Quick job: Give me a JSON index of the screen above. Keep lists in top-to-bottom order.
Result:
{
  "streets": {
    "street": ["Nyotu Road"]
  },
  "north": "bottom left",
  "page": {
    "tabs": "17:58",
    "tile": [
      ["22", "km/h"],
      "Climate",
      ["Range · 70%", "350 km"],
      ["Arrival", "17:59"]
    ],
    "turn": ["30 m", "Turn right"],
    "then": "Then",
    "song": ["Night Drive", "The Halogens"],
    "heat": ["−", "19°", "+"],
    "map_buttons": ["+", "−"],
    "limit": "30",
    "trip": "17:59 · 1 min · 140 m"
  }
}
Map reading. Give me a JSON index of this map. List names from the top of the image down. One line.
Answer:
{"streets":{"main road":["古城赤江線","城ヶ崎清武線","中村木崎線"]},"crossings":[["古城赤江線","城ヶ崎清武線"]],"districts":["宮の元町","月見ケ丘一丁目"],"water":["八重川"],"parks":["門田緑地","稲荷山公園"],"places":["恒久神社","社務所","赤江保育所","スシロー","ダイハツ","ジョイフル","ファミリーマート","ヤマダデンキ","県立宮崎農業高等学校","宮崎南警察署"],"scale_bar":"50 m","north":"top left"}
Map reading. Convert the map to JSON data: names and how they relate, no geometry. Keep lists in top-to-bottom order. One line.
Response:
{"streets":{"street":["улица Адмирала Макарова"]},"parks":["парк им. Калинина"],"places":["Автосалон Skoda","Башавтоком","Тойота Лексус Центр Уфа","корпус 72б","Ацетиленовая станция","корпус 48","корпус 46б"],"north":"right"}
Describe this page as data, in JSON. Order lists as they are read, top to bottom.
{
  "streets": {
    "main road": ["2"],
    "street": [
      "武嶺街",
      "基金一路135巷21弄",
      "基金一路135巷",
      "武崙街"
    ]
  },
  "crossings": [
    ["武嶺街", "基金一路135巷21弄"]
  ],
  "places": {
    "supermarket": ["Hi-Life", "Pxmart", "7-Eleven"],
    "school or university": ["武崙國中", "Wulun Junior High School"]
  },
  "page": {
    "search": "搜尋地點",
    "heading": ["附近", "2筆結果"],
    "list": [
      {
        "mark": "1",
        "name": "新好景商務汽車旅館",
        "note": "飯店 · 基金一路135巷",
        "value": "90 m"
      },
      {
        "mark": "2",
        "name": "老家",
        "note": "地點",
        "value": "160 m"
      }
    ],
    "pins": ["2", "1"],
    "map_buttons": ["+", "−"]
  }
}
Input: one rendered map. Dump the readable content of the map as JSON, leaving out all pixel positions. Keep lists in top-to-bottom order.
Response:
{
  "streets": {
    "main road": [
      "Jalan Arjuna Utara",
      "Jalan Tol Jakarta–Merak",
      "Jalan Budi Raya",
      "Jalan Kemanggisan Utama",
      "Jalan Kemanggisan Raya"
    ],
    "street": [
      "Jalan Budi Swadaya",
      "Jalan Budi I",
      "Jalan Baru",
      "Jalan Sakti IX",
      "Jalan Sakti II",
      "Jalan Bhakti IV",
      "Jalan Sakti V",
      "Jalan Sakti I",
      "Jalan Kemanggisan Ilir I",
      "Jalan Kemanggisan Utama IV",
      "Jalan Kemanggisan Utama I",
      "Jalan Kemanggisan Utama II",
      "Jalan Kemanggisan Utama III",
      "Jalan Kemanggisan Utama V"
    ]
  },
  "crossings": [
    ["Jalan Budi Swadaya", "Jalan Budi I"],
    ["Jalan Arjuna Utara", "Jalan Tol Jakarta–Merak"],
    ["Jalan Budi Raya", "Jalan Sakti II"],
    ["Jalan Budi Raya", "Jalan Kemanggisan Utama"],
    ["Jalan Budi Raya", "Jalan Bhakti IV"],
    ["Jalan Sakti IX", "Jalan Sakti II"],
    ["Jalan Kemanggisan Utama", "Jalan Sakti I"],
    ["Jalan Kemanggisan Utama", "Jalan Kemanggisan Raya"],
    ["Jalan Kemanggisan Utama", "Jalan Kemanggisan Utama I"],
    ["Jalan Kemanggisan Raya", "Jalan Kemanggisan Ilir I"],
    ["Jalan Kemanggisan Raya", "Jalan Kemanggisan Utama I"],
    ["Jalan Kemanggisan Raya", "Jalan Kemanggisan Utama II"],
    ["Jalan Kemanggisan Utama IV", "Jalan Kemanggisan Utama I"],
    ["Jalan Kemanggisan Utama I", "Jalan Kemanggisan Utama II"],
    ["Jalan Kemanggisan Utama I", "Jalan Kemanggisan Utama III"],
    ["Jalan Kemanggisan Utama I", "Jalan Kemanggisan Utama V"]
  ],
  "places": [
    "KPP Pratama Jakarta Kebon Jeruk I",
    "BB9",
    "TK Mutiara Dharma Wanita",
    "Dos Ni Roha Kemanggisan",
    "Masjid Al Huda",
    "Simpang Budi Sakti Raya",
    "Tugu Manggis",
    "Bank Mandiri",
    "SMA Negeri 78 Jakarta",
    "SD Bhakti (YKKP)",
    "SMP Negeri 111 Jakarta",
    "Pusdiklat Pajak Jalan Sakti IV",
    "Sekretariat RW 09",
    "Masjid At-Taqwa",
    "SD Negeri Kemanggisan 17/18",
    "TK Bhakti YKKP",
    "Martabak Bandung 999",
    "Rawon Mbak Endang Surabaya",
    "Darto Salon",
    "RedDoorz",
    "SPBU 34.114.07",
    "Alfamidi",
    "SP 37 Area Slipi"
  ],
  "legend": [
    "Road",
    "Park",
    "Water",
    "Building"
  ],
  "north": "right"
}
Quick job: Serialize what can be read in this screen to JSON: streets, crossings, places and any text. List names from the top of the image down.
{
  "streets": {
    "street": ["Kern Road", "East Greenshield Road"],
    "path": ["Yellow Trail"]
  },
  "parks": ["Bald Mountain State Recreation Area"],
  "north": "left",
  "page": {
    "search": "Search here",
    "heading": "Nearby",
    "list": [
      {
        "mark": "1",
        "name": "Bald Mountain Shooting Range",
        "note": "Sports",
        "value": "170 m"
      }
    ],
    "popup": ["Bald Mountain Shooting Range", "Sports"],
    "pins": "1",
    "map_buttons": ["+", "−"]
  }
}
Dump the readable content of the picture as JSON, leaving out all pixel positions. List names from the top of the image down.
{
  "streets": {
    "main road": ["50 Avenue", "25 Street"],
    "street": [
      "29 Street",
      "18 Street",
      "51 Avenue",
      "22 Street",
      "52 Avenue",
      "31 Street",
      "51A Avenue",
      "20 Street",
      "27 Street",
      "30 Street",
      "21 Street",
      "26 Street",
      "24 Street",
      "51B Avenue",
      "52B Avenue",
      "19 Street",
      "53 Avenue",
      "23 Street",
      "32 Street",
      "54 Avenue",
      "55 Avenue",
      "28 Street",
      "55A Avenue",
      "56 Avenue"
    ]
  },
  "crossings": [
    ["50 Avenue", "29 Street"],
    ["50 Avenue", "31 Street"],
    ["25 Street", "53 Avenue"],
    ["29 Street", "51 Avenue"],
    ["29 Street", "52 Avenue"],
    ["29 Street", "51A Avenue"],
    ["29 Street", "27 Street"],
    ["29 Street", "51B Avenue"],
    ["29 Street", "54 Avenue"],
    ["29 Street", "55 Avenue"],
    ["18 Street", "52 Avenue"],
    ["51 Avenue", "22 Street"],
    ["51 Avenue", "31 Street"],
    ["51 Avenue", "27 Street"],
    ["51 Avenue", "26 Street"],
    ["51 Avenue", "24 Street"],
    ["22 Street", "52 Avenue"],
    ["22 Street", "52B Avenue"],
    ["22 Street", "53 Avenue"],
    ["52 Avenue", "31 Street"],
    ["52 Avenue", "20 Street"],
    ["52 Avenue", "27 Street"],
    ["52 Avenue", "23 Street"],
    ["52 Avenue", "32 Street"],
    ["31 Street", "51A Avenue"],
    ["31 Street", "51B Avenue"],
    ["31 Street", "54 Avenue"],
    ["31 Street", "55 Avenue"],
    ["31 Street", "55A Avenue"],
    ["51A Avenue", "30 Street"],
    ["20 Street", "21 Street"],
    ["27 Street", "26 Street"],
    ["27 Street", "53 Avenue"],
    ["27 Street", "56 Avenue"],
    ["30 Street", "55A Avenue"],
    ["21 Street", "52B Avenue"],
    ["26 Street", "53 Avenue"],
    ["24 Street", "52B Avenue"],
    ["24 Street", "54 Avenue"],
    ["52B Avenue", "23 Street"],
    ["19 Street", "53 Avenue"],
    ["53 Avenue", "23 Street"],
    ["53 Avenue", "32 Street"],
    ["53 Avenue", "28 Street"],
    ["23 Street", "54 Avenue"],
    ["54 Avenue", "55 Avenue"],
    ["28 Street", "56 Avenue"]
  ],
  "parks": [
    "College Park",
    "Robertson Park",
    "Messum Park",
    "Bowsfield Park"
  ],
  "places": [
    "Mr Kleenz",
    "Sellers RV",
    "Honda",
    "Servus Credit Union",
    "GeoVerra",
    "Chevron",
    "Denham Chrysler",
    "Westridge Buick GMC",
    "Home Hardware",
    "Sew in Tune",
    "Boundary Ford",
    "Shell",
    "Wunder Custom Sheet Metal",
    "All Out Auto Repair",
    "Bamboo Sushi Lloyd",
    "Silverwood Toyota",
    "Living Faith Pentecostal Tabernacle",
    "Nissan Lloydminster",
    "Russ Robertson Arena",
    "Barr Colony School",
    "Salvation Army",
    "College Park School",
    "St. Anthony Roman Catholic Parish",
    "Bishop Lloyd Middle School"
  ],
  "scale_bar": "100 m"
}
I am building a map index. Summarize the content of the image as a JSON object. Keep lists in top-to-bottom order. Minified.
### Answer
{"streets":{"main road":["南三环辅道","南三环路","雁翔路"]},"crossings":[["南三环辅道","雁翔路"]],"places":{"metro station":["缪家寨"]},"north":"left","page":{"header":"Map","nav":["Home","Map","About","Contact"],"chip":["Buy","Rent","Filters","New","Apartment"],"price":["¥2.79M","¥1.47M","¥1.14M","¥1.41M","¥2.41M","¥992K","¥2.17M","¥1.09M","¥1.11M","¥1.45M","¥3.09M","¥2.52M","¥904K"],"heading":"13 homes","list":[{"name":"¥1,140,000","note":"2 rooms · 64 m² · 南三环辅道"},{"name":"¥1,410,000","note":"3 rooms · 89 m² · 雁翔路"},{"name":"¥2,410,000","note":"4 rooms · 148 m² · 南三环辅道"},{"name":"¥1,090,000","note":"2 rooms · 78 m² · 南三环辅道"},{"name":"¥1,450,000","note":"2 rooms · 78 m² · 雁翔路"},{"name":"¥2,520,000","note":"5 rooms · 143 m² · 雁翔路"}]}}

Activity: Using the data above, restate word for word the lines from its opening line through the line that contains "Map reading. Give", and no more.

Reply:
Quick job: Give me a JSON index of the screen above. Keep lists in top-to-bottom order.
Result:
{
  "streets": {
    "street": ["Nyotu Road"]
  },
  "north": "bottom left",
  "page": {
    "tabs": "17:58",
    "tile": [
      ["22", "km/h"],
      "Climate",
      ["Range · 70%", "350 km"],
      ["Arrival", "17:59"]
    ],
    "turn": ["30 m", "Turn right"],
    "then": "Then",
    "song": ["Night Drive", "The Halogens"],
    "heat": ["−", "19°", "+"],
    "map_buttons": ["+", "−"],
    "limit": "30",
    "trip": "17:59 · 1 min · 140 m"
  }
}
Map reading. Give me a JSON index of this map. List names from the top of the image down. One line.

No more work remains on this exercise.